OdpowiedzUsuńO jejku, od czego by tu zacząć... Jest pięknie, naprawdę. Pomimo tego, że jednak nie należę do fanek 1D, to potrafisz mnie tak zaczarować, że nie mogę oderwać się od monitora ♥ Każdy w życiu popełnia błędy, nie ma ludzi nieomylnych. Ale najważniejsze jest to, żeby wyciągnąć z nich później wnioski na przyszłość...

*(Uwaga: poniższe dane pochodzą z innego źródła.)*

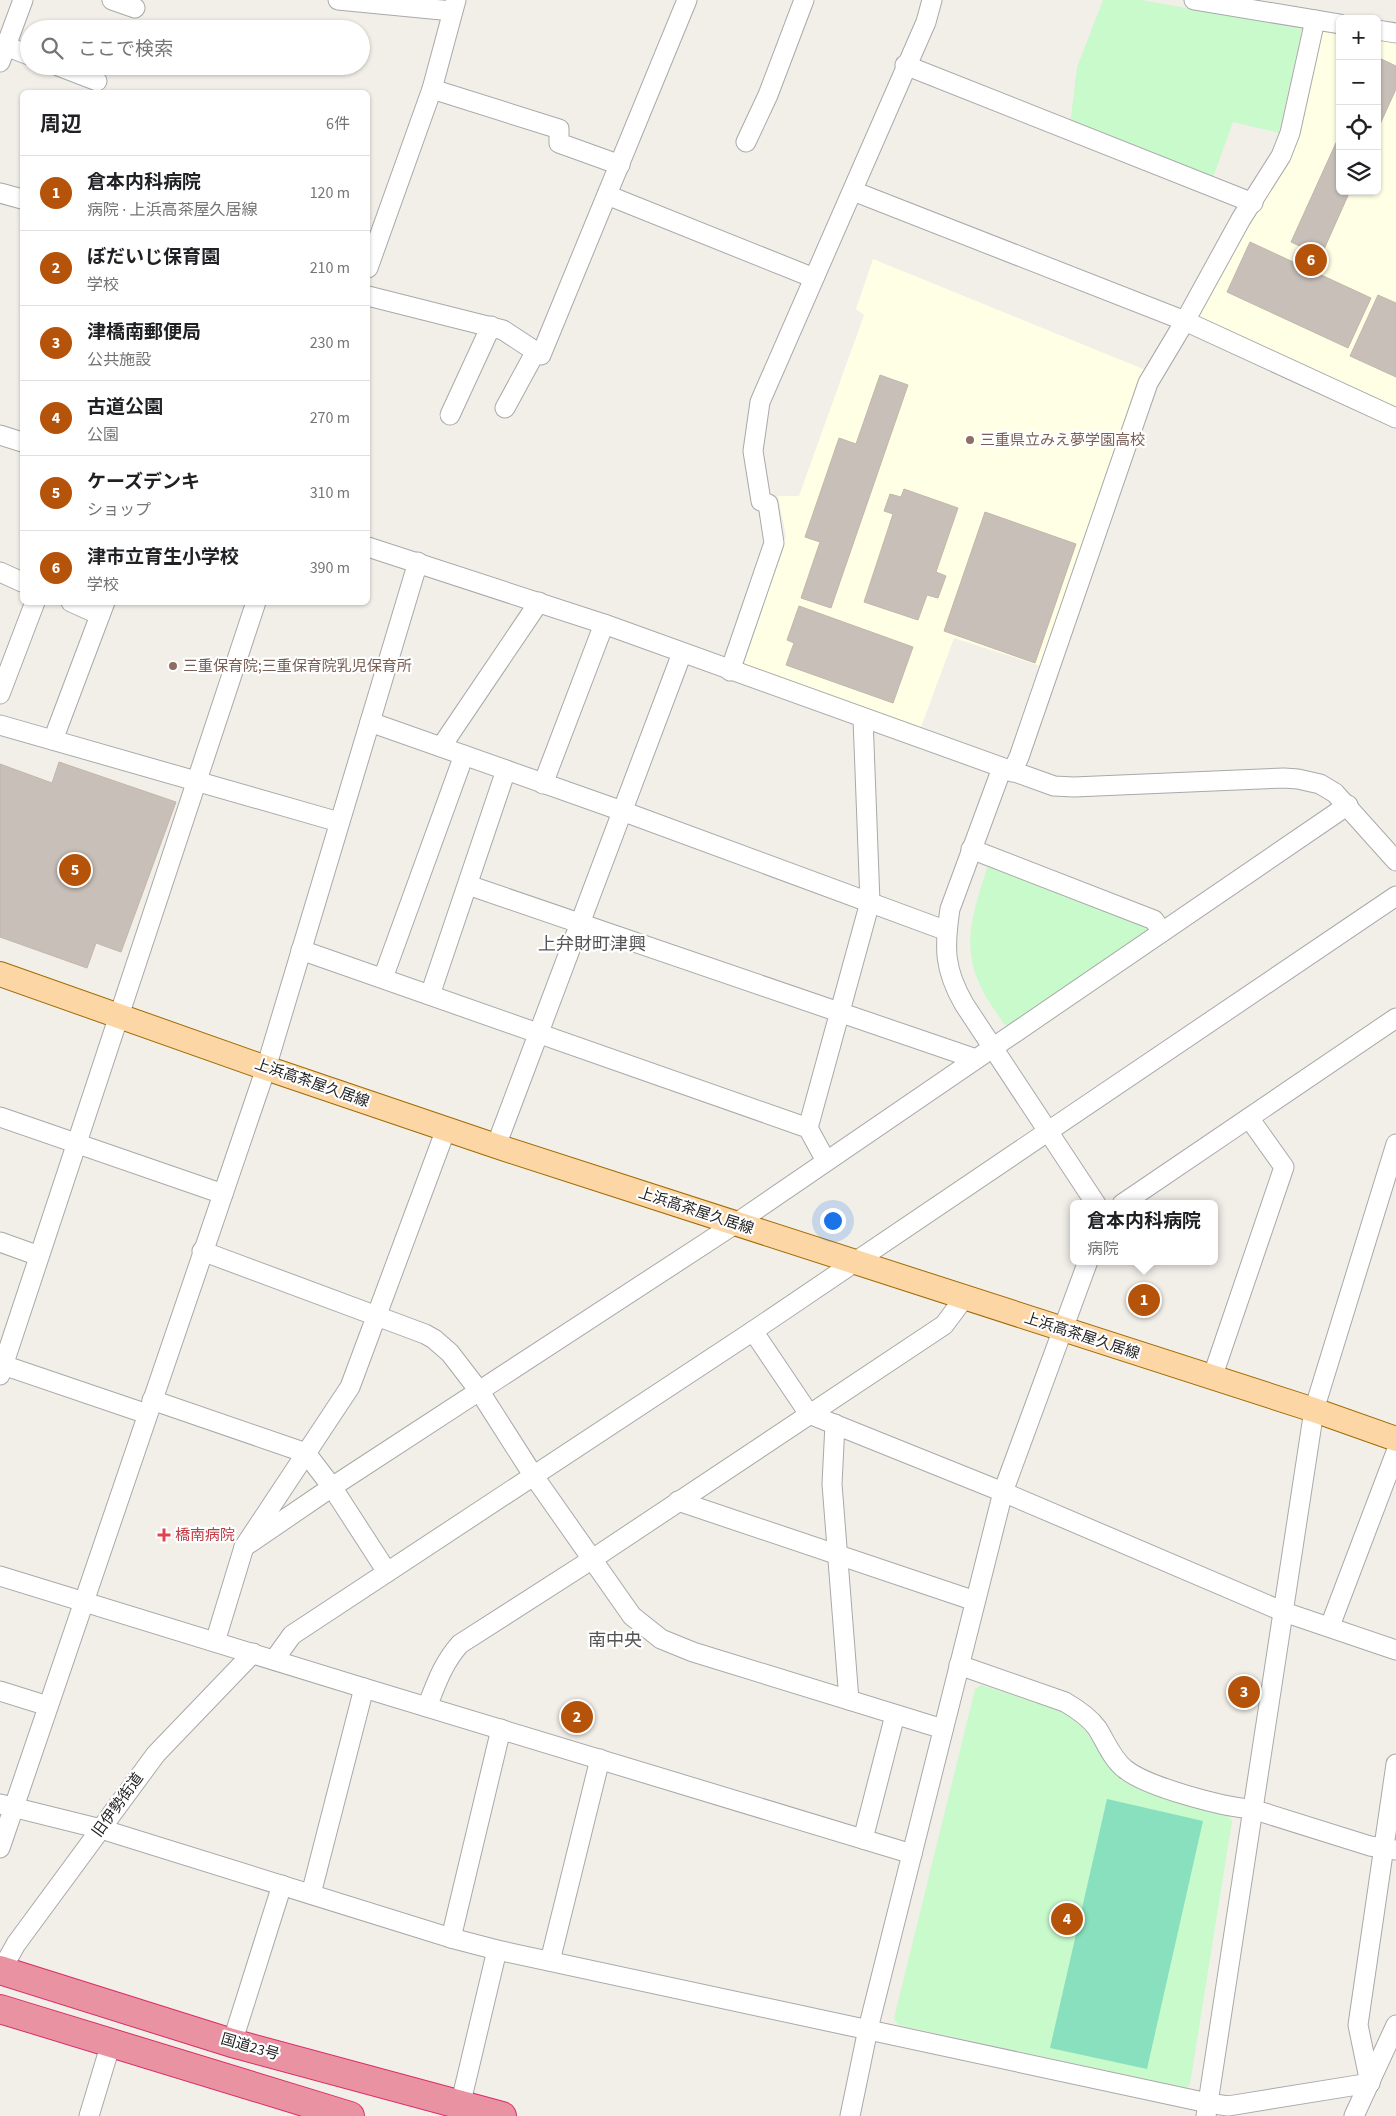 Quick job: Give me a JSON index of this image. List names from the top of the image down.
{
  "streets": {
    "highway": ["国道23号"],
    "main road": ["上浜高茶屋久居線"],
    "street": ["旧伊勢街道"]
  },
  "crossings": [
    ["旧伊勢街道", "国道23号"]
  ],
  "districts": ["上弁財町津興", "南中央"],
  "places": {
    "other": ["三重県立みえ夢学園高校", "三重保育院;三重保育院乳児保育所"],
    "health": ["橋南病院"]
  },
  "page": {
    "map_buttons": ["+", "−"],
    "search": "ここで検索",
    "heading": ["周辺", "6件"],
    "list": [
      {
        "mark": "1",
        "name": "倉本内科病院",
        "note": "病院 · 上浜高茶屋久居線",
        "value": "120 m"
      },
      {
        "mark": "2",
        "name": "ぼだいじ保育園",
        "note": "学校",
        "value": "210 m"
      },
      {
        "mark": "3",
        "name": "津橋南郵便局",
        "note": "公共施設",
        "value": "230 m"
      },
      {
        "mark": "4",
        "name": "古道公園",
        "note": "公園",
        "value": "270 m"
      },
      {
        "mark": "5",
        "name": "ケーズデンキ",
        "note": "ショップ",
        "value": "310 m"
      },
      {
        "mark": "6",
        "name": "津市立育生小学校",
        "note": "学校",
        "value": "390 m"
      }
    ],
    "pins": [
      "6",
      "5",
      "1",
      "3",
      "2",
      "4"
    ],
    "popup": ["倉本内科病院", "病院"]
  }
} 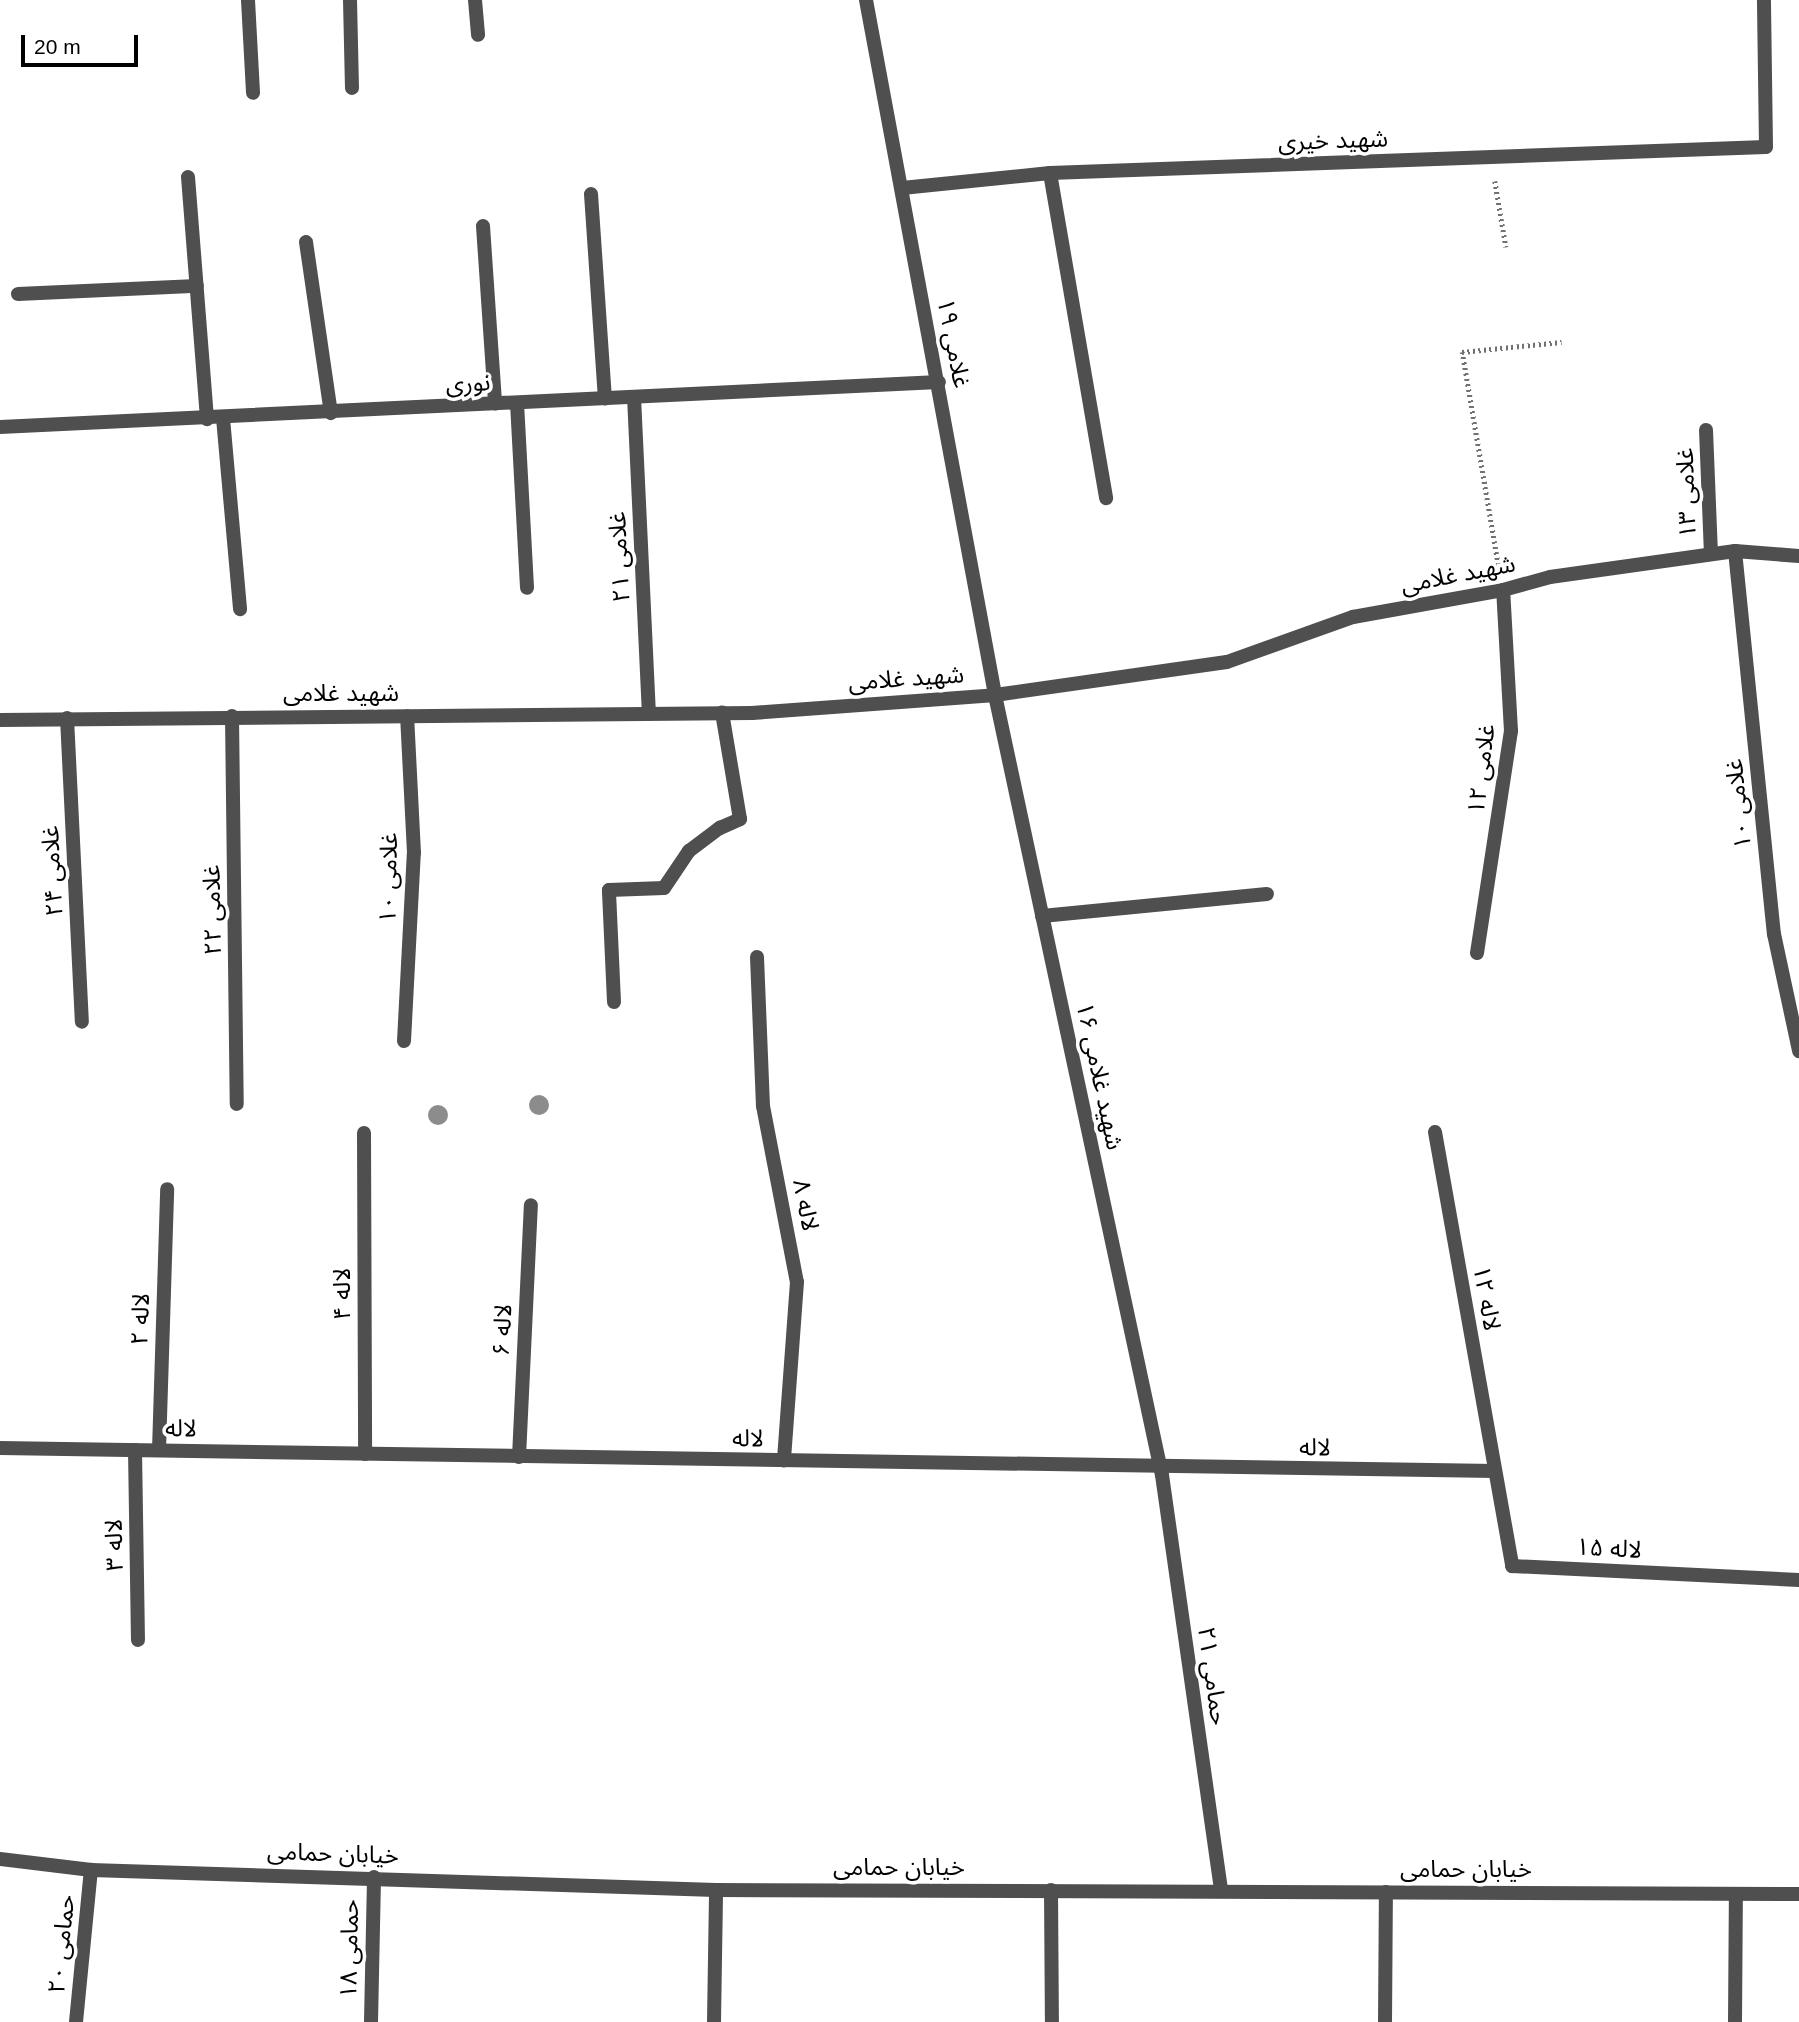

Weny na kolejne takie cuda i buziaki :**
PS. U mnie szóstka. Wpadniesz? ♥
Zapraszam Kochana na siódemkę ♥
Usuńhttp://blue-flares.blogspot.com/2015/05/rozdzia-siodmy.html
Wybacz mi to mega wielkie opóźnienie, ale w dwóch pierwszych tygodniach maja miałam matury i nie chcąc się rozpraszać, nie właziłam na bloggera. Ale w końcu jestem po tych nieszczęsnych egzaminach i mogę zabrać się za nadrabianie zaległości.
OdpowiedzUsuńHmmm... Czyżby Mai miała jakieś rozdwojenie jaźni czy coś w ten deseń? Słyszy głosy, więc takie mam skojarzenie. Oby jednak nie...
Rozdział świetny (naprawdę!), czekam na kolejny.